Re: [PATCH] KVM: arm64: Fix soft-lockup on relaxing PTE permission

From: Oliver Upton
Date: Tue Sep 05 2023 - 14:19:43 EST


On Tue, Sep 05, 2023 at 10:06:14AM +1000, Gavin Shan wrote:

[...]

> > static inline void __invalidate_icache_guest_page(void *va, size_t size)
> > {
> > + size_t nr_lines = size / __icache_line_size();
> > +
> > if (icache_is_aliasing()) {
> > /* any kind of VIPT cache */
> > icache_inval_all_pou();
> > } else if (read_sysreg(CurrentEL) != CurrentEL_EL1 ||
> > !icache_is_vpipt()) {
> > /* PIPT or VPIPT at EL2 (see comment in __kvm_tlb_flush_vmid_ipa) */
> > - icache_inval_pou((unsigned long)va, (unsigned long)va + size);
> > + if (nr_lines > MAX_TLBI_OPS)
> > + icache_inval_all_pou();
> > + else
> > + icache_inval_pou((unsigned long)va,
> > + (unsigned long)va + size);
> > }
> > }
>
> I'm not sure if it's worthy to pull the @iminline from CTR_EL0 since it's almost
> fixed to 64-bytes.

I firmly disagree.

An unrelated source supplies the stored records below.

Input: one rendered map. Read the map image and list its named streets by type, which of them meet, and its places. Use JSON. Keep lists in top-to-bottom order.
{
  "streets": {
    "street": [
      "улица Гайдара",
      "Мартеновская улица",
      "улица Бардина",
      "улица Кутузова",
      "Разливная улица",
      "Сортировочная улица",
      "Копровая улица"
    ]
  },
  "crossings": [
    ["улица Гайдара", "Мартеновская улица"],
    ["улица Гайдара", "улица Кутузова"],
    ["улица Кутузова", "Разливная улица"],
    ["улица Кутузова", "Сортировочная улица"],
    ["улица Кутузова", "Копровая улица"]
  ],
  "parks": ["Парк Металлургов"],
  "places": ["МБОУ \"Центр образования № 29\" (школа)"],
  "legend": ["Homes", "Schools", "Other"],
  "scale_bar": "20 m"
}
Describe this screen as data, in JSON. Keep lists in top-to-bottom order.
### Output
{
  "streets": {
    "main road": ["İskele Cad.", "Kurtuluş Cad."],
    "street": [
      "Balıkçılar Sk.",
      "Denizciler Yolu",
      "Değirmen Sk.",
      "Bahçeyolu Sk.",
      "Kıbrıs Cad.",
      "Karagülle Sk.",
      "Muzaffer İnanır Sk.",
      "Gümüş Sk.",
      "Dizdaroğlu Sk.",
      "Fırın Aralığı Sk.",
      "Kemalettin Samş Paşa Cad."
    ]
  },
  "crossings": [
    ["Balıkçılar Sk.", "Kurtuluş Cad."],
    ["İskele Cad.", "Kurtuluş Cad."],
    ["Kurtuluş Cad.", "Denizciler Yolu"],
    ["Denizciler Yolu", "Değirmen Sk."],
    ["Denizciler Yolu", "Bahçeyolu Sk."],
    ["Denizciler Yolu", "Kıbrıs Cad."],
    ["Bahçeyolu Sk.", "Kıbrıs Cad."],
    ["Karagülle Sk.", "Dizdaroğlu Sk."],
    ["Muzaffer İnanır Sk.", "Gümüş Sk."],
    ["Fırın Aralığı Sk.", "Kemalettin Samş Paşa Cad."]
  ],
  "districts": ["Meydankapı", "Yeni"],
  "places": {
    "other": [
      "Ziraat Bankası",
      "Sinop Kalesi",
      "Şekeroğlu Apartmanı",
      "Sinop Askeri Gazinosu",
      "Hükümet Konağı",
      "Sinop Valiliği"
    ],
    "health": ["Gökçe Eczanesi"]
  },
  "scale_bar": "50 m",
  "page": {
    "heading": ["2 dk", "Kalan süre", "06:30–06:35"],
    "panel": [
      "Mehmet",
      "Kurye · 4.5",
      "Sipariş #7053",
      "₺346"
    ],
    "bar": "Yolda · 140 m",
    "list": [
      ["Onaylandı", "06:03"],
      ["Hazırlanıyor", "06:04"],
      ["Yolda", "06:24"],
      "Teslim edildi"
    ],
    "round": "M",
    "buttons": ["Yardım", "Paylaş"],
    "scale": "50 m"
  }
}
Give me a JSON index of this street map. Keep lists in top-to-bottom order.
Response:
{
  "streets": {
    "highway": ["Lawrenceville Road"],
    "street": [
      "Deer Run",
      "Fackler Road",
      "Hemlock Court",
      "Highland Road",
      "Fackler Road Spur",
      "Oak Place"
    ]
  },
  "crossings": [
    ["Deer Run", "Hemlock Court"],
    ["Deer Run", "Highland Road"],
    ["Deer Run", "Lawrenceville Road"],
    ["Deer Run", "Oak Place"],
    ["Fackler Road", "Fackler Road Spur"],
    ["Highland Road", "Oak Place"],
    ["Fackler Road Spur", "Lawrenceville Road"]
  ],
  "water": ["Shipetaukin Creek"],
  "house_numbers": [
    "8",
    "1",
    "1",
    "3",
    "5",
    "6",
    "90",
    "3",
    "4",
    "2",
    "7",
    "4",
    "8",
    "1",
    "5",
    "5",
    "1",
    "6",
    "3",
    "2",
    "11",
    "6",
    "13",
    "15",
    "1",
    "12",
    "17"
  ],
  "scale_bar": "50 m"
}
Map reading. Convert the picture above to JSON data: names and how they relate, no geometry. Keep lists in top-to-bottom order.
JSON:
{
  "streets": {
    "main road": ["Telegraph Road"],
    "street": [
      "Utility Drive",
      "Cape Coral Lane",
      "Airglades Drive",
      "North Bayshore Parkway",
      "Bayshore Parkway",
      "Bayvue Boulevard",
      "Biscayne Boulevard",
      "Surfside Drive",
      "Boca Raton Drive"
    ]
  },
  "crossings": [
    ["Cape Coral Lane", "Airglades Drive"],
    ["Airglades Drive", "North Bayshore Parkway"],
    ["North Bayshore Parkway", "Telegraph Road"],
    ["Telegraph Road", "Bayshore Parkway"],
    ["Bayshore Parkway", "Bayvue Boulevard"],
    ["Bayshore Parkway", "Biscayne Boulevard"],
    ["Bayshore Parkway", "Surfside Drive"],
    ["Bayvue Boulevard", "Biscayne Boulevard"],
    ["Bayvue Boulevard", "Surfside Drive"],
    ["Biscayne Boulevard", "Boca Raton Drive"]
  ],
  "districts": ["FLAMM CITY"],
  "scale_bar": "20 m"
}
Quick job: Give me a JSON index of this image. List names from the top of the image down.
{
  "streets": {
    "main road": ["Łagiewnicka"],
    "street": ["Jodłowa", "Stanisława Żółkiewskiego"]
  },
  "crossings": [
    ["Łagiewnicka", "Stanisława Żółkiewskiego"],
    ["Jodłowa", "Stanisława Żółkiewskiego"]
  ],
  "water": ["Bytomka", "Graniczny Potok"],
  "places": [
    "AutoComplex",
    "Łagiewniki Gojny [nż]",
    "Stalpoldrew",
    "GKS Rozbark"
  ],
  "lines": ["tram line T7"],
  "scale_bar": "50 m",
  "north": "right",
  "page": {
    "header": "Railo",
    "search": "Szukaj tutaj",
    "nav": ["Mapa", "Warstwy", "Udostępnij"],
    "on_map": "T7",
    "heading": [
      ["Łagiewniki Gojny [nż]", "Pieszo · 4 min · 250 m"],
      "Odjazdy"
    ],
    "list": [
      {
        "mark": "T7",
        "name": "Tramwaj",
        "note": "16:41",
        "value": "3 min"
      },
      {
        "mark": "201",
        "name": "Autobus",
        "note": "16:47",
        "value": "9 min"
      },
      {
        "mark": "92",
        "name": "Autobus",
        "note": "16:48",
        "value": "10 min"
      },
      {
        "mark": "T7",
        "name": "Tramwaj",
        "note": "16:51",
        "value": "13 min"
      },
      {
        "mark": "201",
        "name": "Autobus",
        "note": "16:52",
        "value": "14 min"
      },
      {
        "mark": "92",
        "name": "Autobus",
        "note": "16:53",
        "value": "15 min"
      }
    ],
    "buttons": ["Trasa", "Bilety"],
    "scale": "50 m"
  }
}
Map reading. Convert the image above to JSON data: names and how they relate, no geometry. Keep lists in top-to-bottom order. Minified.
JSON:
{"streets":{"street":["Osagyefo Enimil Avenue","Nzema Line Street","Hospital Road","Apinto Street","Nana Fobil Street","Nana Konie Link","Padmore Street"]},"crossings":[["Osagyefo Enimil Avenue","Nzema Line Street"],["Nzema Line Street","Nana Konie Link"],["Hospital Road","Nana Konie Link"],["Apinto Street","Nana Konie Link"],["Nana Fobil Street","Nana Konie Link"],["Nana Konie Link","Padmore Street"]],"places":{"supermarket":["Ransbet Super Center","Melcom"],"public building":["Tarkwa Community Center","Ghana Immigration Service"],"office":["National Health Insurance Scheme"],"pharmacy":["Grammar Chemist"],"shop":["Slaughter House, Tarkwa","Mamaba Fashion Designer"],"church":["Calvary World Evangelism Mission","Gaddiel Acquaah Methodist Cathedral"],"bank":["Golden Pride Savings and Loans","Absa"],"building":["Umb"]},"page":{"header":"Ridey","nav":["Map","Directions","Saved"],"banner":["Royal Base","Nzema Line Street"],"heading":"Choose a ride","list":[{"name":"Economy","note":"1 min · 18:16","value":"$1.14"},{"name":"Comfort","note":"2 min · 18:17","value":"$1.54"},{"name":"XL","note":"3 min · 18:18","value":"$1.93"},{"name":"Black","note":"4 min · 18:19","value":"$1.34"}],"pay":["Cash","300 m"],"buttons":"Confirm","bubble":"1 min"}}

The architecture allows implementers to select a
different minimum line size, and non-64b systems _do_ exist in the wild.
Furthermore, some implementers have decided to glue together cores with
mismatched line sizes too...

Though we could avoid some headache by normalizing on 64b, the cold
reality of the ecosystem requires that we go out of our way to
accomodate ~any design choice allowed by the architecture.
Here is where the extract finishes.